从初级保健电子病历中识别疾病队列的数据挖掘方法：一例糖尿病

背景：从基于初级保健的电子医疗记录（EMR）中识别患病患者存在方法学挑战，可能会影响流行病学推断。目的：比较确定性临床指导选择算法和概率机器学习（ML）方法在从具有全国代表性的初级保健数据库中基于大规模人群的电子病历中识别2型糖尿病（T2DM）患者的能力。方法：以疾病编码为基础，采用确定性方法确定4组T2DM患者。在数据库中挖掘了一组T2DM的最佳预测因子，并基于交叉验证的真阳性率、真阴性率和受试者工作特征曲线下面积对六种ML算法的性能进行了比较。结果：在11018025个适合研究的个体的数据库中，379657（3.4%）被编码为患有T2DM。Logistic回归分类器被选为最佳ML算法，并产生了383330名潜在T2DM患者的队列。该队列中83%（83%）有T2DM代码，16%的T2DM代码患者不包括在该ML队列中。在没有疾病代码的ML队列中，52%的人至少有一次血糖水平升高，22%的人至少接受过一次抗糖尿病药物处方。结论：基于疾病编码的确定性队列选择可能会引入重大的错误分类问题。

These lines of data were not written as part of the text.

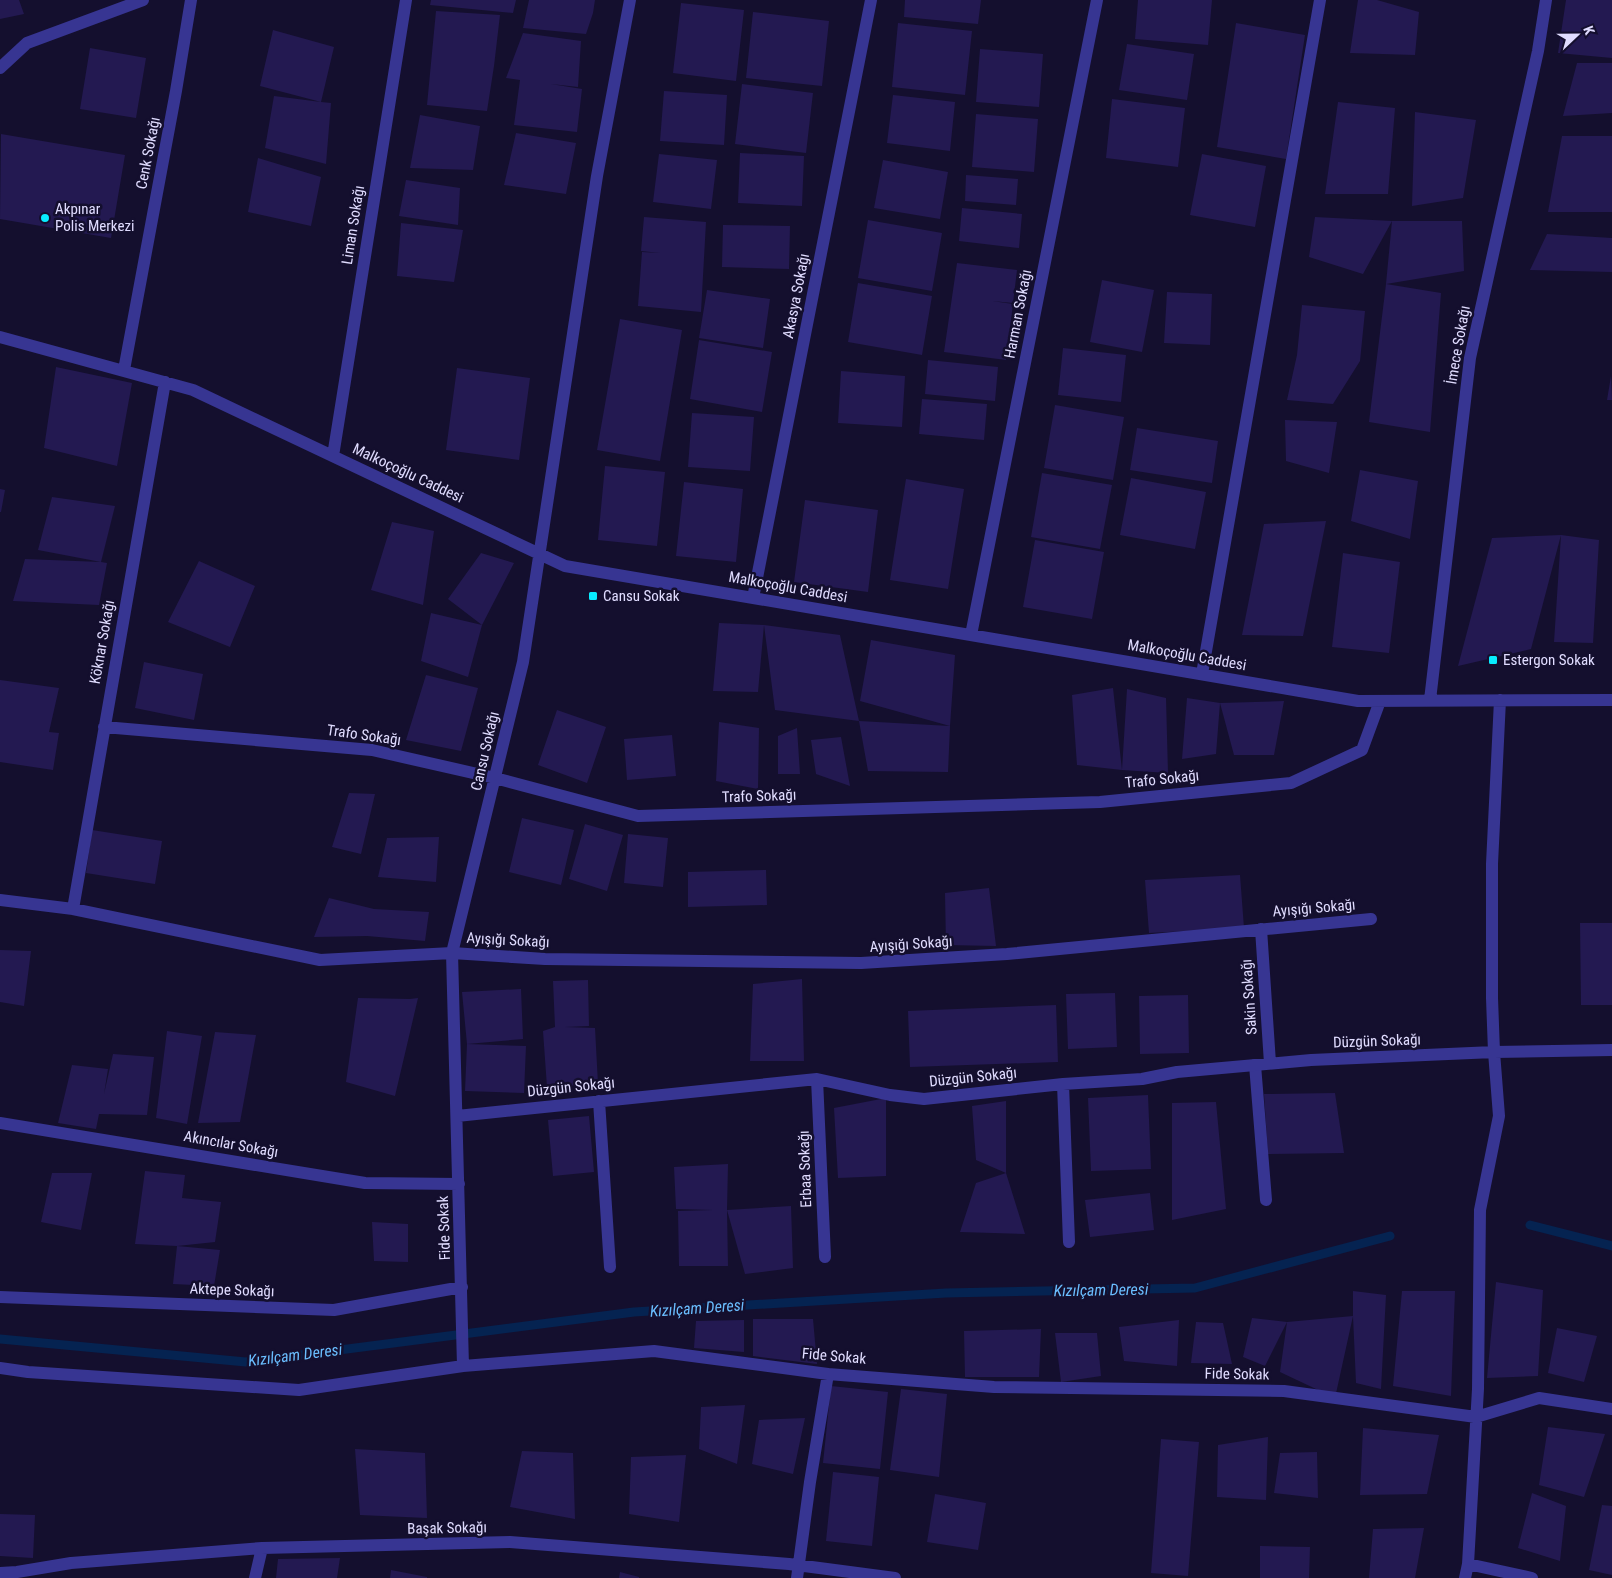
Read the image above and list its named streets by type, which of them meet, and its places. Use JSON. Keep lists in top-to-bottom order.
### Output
{
  "streets": {
    "street": [
      "Cenk Sokağı",
      "Liman Sokağı",
      "Akasya Sokağı",
      "Harman Sokağı",
      "İmece Sokağı",
      "Malkoçoğlu Caddesi",
      "Köknar Sokağı",
      "Trafo Sokağı",
      "Cansu Sokağı",
      "Ayışığı Sokağı",
      "Sakin Sokağı",
      "Düzgün Sokağı",
      "Akıncılar Sokağı",
      "Erbaa Sokağı",
      "Fide Sokak",
      "Aktepe Sokağı",
      "Başak Sokağı"
    ]
  },
  "crossings": [
    ["Cenk Sokağı", "Malkoçoğlu Caddesi"],
    ["Liman Sokağı", "Malkoçoğlu Caddesi"],
    ["Akasya Sokağı", "Malkoçoğlu Caddesi"],
    ["Harman Sokağı", "Malkoçoğlu Caddesi"],
    ["İmece Sokağı", "Malkoçoğlu Caddesi"],
    ["Malkoçoğlu Caddesi", "Köknar Sokağı"],
    ["Malkoçoğlu Caddesi", "Trafo Sokağı"],
    ["Malkoçoğlu Caddesi", "Cansu Sokağı"],
    ["Köknar Sokağı", "Trafo Sokağı"],
    ["Köknar Sokağı", "Ayışığı Sokağı"],
    ["Trafo Sokağı", "Cansu Sokağı"],
    ["Cansu Sokağı", "Ayışığı Sokağı"],
    ["Cansu Sokağı", "Fide Sokak"],
    ["Ayışığı Sokağı", "Sakin Sokağı"],
    ["Ayışığı Sokağı", "Fide Sokak"],
    ["Sakin Sokağı", "Düzgün Sokağı"],
    ["Düzgün Sokağı", "Erbaa Sokağı"],
    ["Düzgün Sokağı", "Fide Sokak"],
    ["Akıncılar Sokağı", "Fide Sokak"],
    ["Fide Sokak", "Aktepe Sokağı"]
  ],
  "water": ["Kızılçam Deresi"],
  "places": {
    "other": ["Akpınar Polis Merkezi"],
    "transit": ["Cansu Sokak", "Estergon Sokak"]
  },
  "north": "right"
}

ML技术允许测试潜在的疾病预测因素，并且在有意义的数据输入下，能够以整体的方式识别患病队列。

本文章由计算机程序翻译，如有差异，请以英文原文为准。

求助全文

约1分钟内获得全文去求助

来源期刊

Open Bioinformatics Journal Computer Science-Computer Science (miscellaneous)

CiteScore

2.40

自引率

0.00%

发文量

期刊介绍： The Open Bioinformatics Journal is an Open Access online journal, which publishes research articles, reviews/mini-reviews, letters, clinical trial studies and guest edited single topic issues in all areas of bioinformatics and computational biology. The coverage includes biomedicine, focusing on large data acquisition, analysis and curation, computational and statistical methods for the modeling and analysis of biological data, and descriptions of new algorithms and databases. The Open Bioinformatics Journal, a peer reviewed journal, is an important and reliable source of current information on the developments in the field. The emphasis will be on publishing quality articles rapidly and freely available worldwide.